___ DATASET RECORDS ___

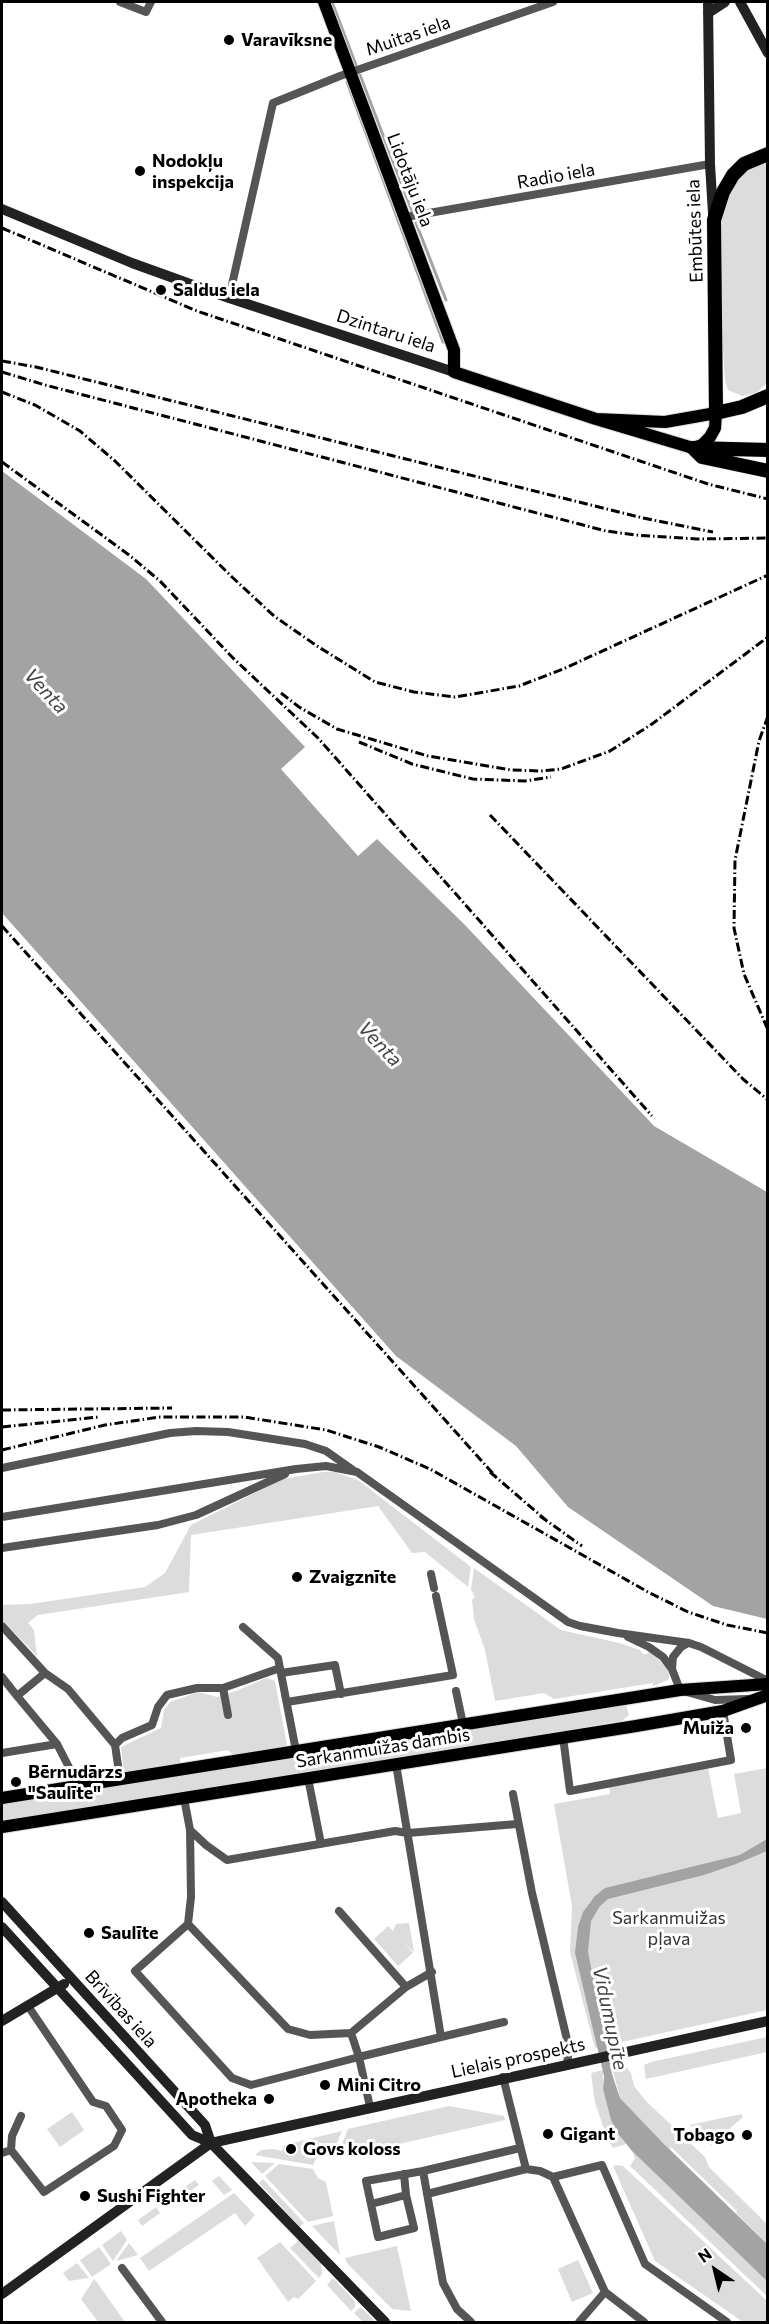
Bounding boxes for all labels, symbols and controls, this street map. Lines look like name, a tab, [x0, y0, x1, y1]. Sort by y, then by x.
street label: Muitas iela	[363, 11, 453, 61]
place label: Varavīksne	[241, 29, 332, 51]
marker: Varavīksne	[222, 33, 236, 47]
street label: Lidotāju iela	[382, 130, 438, 230]
place label: Nodokļu inspekcija	[152, 150, 234, 192]
street label: Radio iela	[515, 159, 597, 193]
marker: Nodokļu inspekcija	[133, 164, 147, 178]
street label: Embūtes iela	[682, 179, 708, 283]
place label: Saldus iela	[173, 279, 260, 301]
marker: Saldus iela	[154, 283, 168, 297]
street label: Dzintaru iela	[334, 305, 438, 357]
water label: Venta	[19, 663, 73, 719]
water label: Venta	[353, 1016, 407, 1072]
place label: Zvaigznīte	[309, 1566, 396, 1588]
marker: Zvaigznīte	[290, 1570, 304, 1584]
place label: Muiža	[683, 1717, 734, 1739]
marker: Muiža	[739, 1721, 753, 1735]
street label: Sarkanmuižas dambis	[294, 1724, 472, 1772]
place label: Bērnudārzs "Saulīte"	[28, 1761, 123, 1804]
marker: Bērnudārzs "Saulīte"	[9, 1775, 23, 1789]
park label: Sarkanmuižas pļava	[612, 1907, 726, 1950]
place label: Saulīte	[101, 1922, 158, 1944]
marker: Saulīte	[82, 1926, 96, 1940]
water label: Vidumupīte	[587, 1964, 633, 2072]
street label: Brīvības iela	[80, 1966, 162, 2052]
street label: Lielais prospekts	[449, 2033, 587, 2083]
place label: Mini Citro	[337, 2074, 421, 2096]
marker: Mini Citro	[318, 2078, 332, 2092]
place label: Apotheka	[175, 2088, 257, 2110]
marker: Apotheka	[262, 2092, 276, 2106]
place label: Gigant	[560, 2123, 615, 2145]
place label: Tobago	[673, 2124, 735, 2146]
marker: Gigant	[541, 2127, 555, 2141]
marker: Tobago	[740, 2128, 754, 2142]
place label: Govs koloss	[303, 2138, 401, 2160]
marker: Govs koloss	[284, 2142, 298, 2156]
place label: Sushi Fighter	[97, 2185, 205, 2207]
marker: Sushi Fighter	[78, 2189, 92, 2203]
north arrow	[685, 2240, 745, 2300]
text: N	[694, 2244, 715, 2266]

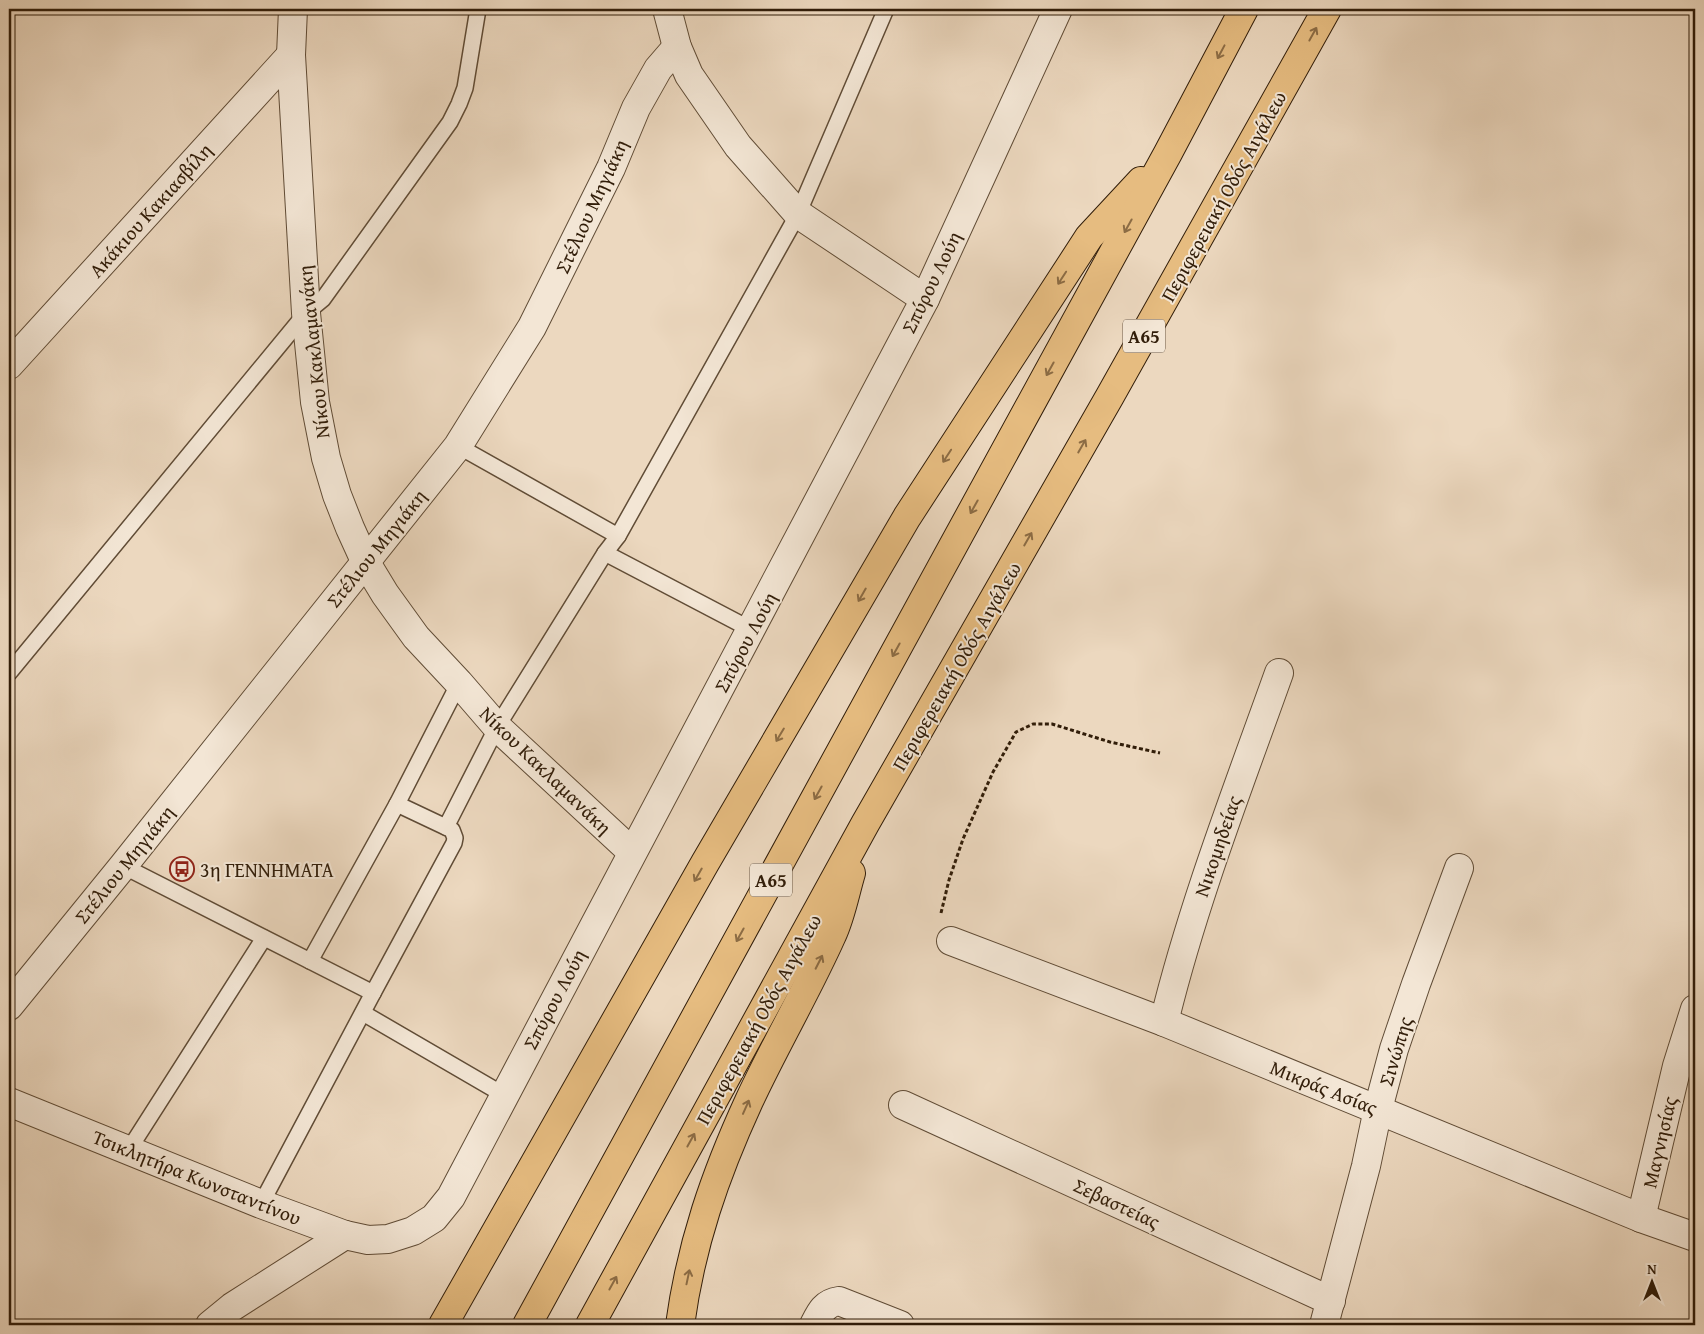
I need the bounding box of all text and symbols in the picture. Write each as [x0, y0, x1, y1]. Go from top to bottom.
one-way arrow [1308, 27, 1318, 42]
one-way arrow [1216, 44, 1225, 59]
street label: Περιφερειακή Οδός Αιγάλεω [1153, 85, 1293, 307]
street label: Στέλιου Μηγιάκη [547, 134, 635, 278]
street label: Ακάκιου Κακιασβίλη [82, 136, 218, 284]
one-way arrow [1123, 219, 1133, 234]
street label: Σπύρου Λούη [894, 226, 968, 338]
street label: Νίκου Κακλαμανάκη [289, 264, 337, 440]
one-way arrow [1057, 270, 1067, 284]
road number: Α65 [1123, 320, 1165, 352]
one-way arrow [1045, 361, 1054, 376]
one-way arrow [1077, 439, 1087, 453]
one-way arrow [942, 449, 952, 463]
street label: Στέλιου Μηγιάκη [319, 483, 433, 613]
one-way arrow [969, 500, 979, 515]
one-way arrow [1023, 531, 1033, 546]
street label: Περιφερειακή Οδός Αιγάλεω [884, 556, 1028, 776]
street label: Σπύρου Λούη [706, 587, 784, 697]
one-way arrow [857, 587, 867, 601]
one-way arrow [891, 642, 900, 657]
street label: Νίκου Κακλαμανάκη [473, 699, 619, 841]
one-way arrow [775, 728, 785, 742]
one-way arrow [813, 785, 823, 800]
street label: Νικομηδείας [1186, 791, 1248, 901]
street label: Στέλιου Μηγιάκη [67, 799, 181, 929]
place label: 3η ΓΕΝΝΗΜΑΤΑ [200, 855, 334, 884]
bus stop icon: 3η ΓΕΝΝΗΜΑΤΑ [169, 856, 195, 882]
road number: Α65 [750, 864, 792, 896]
one-way arrow [693, 868, 703, 883]
street label: Περιφερειακή Οδός Αιγάλεω [688, 908, 828, 1130]
one-way arrow [735, 928, 745, 943]
street label: Σπύρου Λούη [515, 944, 593, 1054]
one-way arrow [815, 955, 824, 970]
street label: Σινώπης [1371, 1012, 1419, 1089]
street label: Μικράς Ασίας [1266, 1052, 1383, 1122]
street label: Μαγνησίας [1634, 1093, 1684, 1191]
one-way arrow [742, 1100, 752, 1115]
street label: Τσικλητήρα Κωνσταντίνου [88, 1122, 306, 1232]
one-way arrow [687, 1133, 697, 1148]
street label: Σεβαστείας [1069, 1170, 1165, 1236]
north arrow [1626, 1256, 1676, 1306]
text: N [1647, 1259, 1657, 1279]
one-way arrow [684, 1270, 693, 1286]
one-way arrow [608, 1275, 618, 1290]

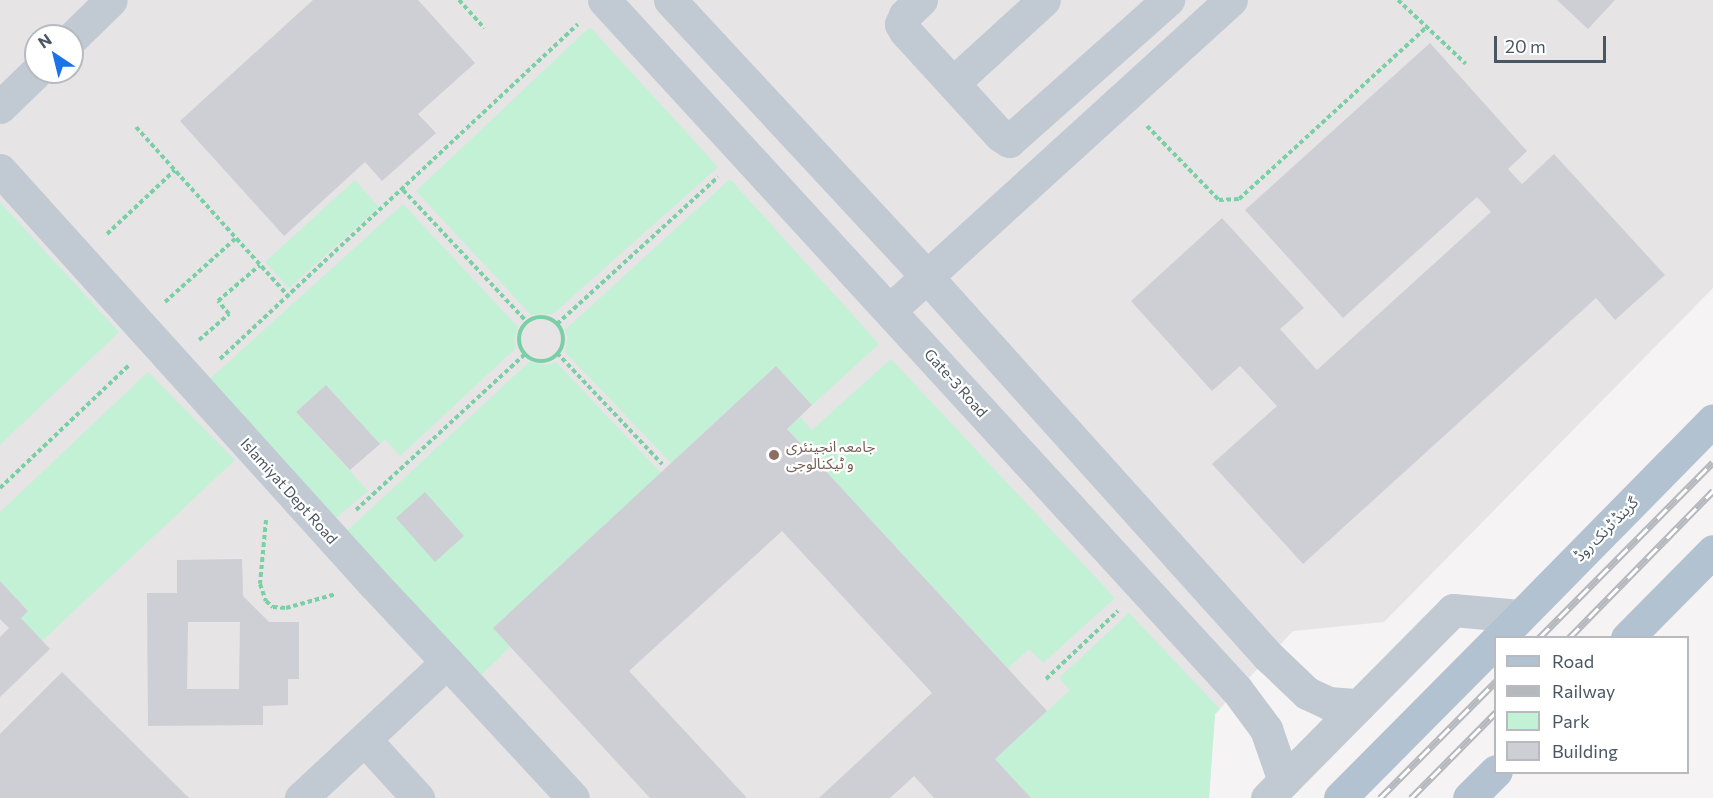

___

■ WORK TASK ■
Every line above is to be reproduced verbatim, and the pictures are to be omitted.

■ RESPONSE TO THIS EXERCISE ■
Bounding boxes for all labels, symbols and controls, this street map. Lines look like name, a tab, [x0, y0, x1, y1]. Sort by y, then by x.
street label: Muitas iela	[363, 11, 453, 61]
place label: Varavīksne	[241, 29, 332, 51]
marker: Varavīksne	[222, 33, 236, 47]
street label: Lidotāju iela	[382, 130, 438, 230]
place label: Nodokļu inspekcija	[152, 150, 234, 192]
street label: Radio iela	[515, 159, 597, 193]
marker: Nodokļu inspekcija	[133, 164, 147, 178]
street label: Embūtes iela	[682, 179, 708, 283]
place label: Saldus iela	[173, 279, 260, 301]
marker: Saldus iela	[154, 283, 168, 297]
street label: Dzintaru iela	[334, 305, 438, 357]
water label: Venta	[19, 663, 73, 719]
water label: Venta	[353, 1016, 407, 1072]
place label: Zvaigznīte	[309, 1566, 396, 1588]
marker: Zvaigznīte	[290, 1570, 304, 1584]
place label: Muiža	[683, 1717, 734, 1739]
marker: Muiža	[739, 1721, 753, 1735]
street label: Sarkanmuižas dambis	[294, 1724, 472, 1772]
place label: Bērnudārzs "Saulīte"	[28, 1761, 123, 1804]
marker: Bērnudārzs "Saulīte"	[9, 1775, 23, 1789]
park label: Sarkanmuižas pļava	[612, 1907, 726, 1950]
place label: Saulīte	[101, 1922, 158, 1944]
marker: Saulīte	[82, 1926, 96, 1940]
water label: Vidumupīte	[587, 1964, 633, 2072]
street label: Brīvības iela	[80, 1966, 162, 2052]
street label: Lielais prospekts	[449, 2033, 587, 2083]
place label: Mini Citro	[337, 2074, 421, 2096]
marker: Mini Citro	[318, 2078, 332, 2092]
place label: Apotheka	[175, 2088, 257, 2110]
marker: Apotheka	[262, 2092, 276, 2106]
place label: Gigant	[560, 2123, 615, 2145]
place label: Tobago	[673, 2124, 735, 2146]
marker: Gigant	[541, 2127, 555, 2141]
marker: Tobago	[740, 2128, 754, 2142]
place label: Govs koloss	[303, 2138, 401, 2160]
marker: Govs koloss	[284, 2142, 298, 2156]
place label: Sushi Fighter	[97, 2185, 205, 2207]
marker: Sushi Fighter	[78, 2189, 92, 2203]
north arrow	[685, 2240, 745, 2300]
text: N	[694, 2244, 715, 2266]

I need the bounding box of all text and symbols in the picture. Write each as [x0, y0, x1, y1]. Go from top to bottom.
one-way arrow [1308, 27, 1318, 42]
one-way arrow [1216, 44, 1225, 59]
street label: Περιφερειακή Οδός Αιγάλεω [1153, 85, 1293, 307]
street label: Στέλιου Μηγιάκη [547, 134, 635, 278]
street label: Ακάκιου Κακιασβίλη [82, 136, 218, 284]
one-way arrow [1123, 219, 1133, 234]
street label: Σπύρου Λούη [894, 226, 968, 338]
street label: Νίκου Κακλαμανάκη [289, 264, 337, 440]
one-way arrow [1057, 270, 1067, 284]
road number: Α65 [1123, 320, 1165, 352]
one-way arrow [1045, 361, 1054, 376]
one-way arrow [1077, 439, 1087, 453]
one-way arrow [942, 449, 952, 463]
street label: Στέλιου Μηγιάκη [319, 483, 433, 613]
one-way arrow [969, 500, 979, 515]
one-way arrow [1023, 531, 1033, 546]
street label: Περιφερειακή Οδός Αιγάλεω [884, 556, 1028, 776]
street label: Σπύρου Λούη [706, 587, 784, 697]
one-way arrow [857, 587, 867, 601]
one-way arrow [891, 642, 900, 657]
street label: Νίκου Κακλαμανάκη [473, 699, 619, 841]
one-way arrow [775, 728, 785, 742]
one-way arrow [813, 785, 823, 800]
street label: Νικομηδείας [1186, 791, 1248, 901]
street label: Στέλιου Μηγιάκη [67, 799, 181, 929]
place label: 3η ΓΕΝΝΗΜΑΤΑ [200, 855, 334, 884]
bus stop icon: 3η ΓΕΝΝΗΜΑΤΑ [169, 856, 195, 882]
road number: Α65 [750, 864, 792, 896]
one-way arrow [693, 868, 703, 883]
street label: Περιφερειακή Οδός Αιγάλεω [688, 908, 828, 1130]
one-way arrow [735, 928, 745, 943]
street label: Σπύρου Λούη [515, 944, 593, 1054]
one-way arrow [815, 955, 824, 970]
street label: Σινώπης [1371, 1012, 1419, 1089]
street label: Μικράς Ασίας [1266, 1052, 1383, 1122]
street label: Μαγνησίας [1634, 1093, 1684, 1191]
one-way arrow [742, 1100, 752, 1115]
street label: Τσικλητήρα Κωνσταντίνου [88, 1122, 306, 1232]
one-way arrow [687, 1133, 697, 1148]
street label: Σεβαστείας [1069, 1170, 1165, 1236]
north arrow [1626, 1256, 1676, 1306]
text: N [1647, 1259, 1657, 1279]
one-way arrow [684, 1270, 693, 1286]
one-way arrow [608, 1275, 618, 1290]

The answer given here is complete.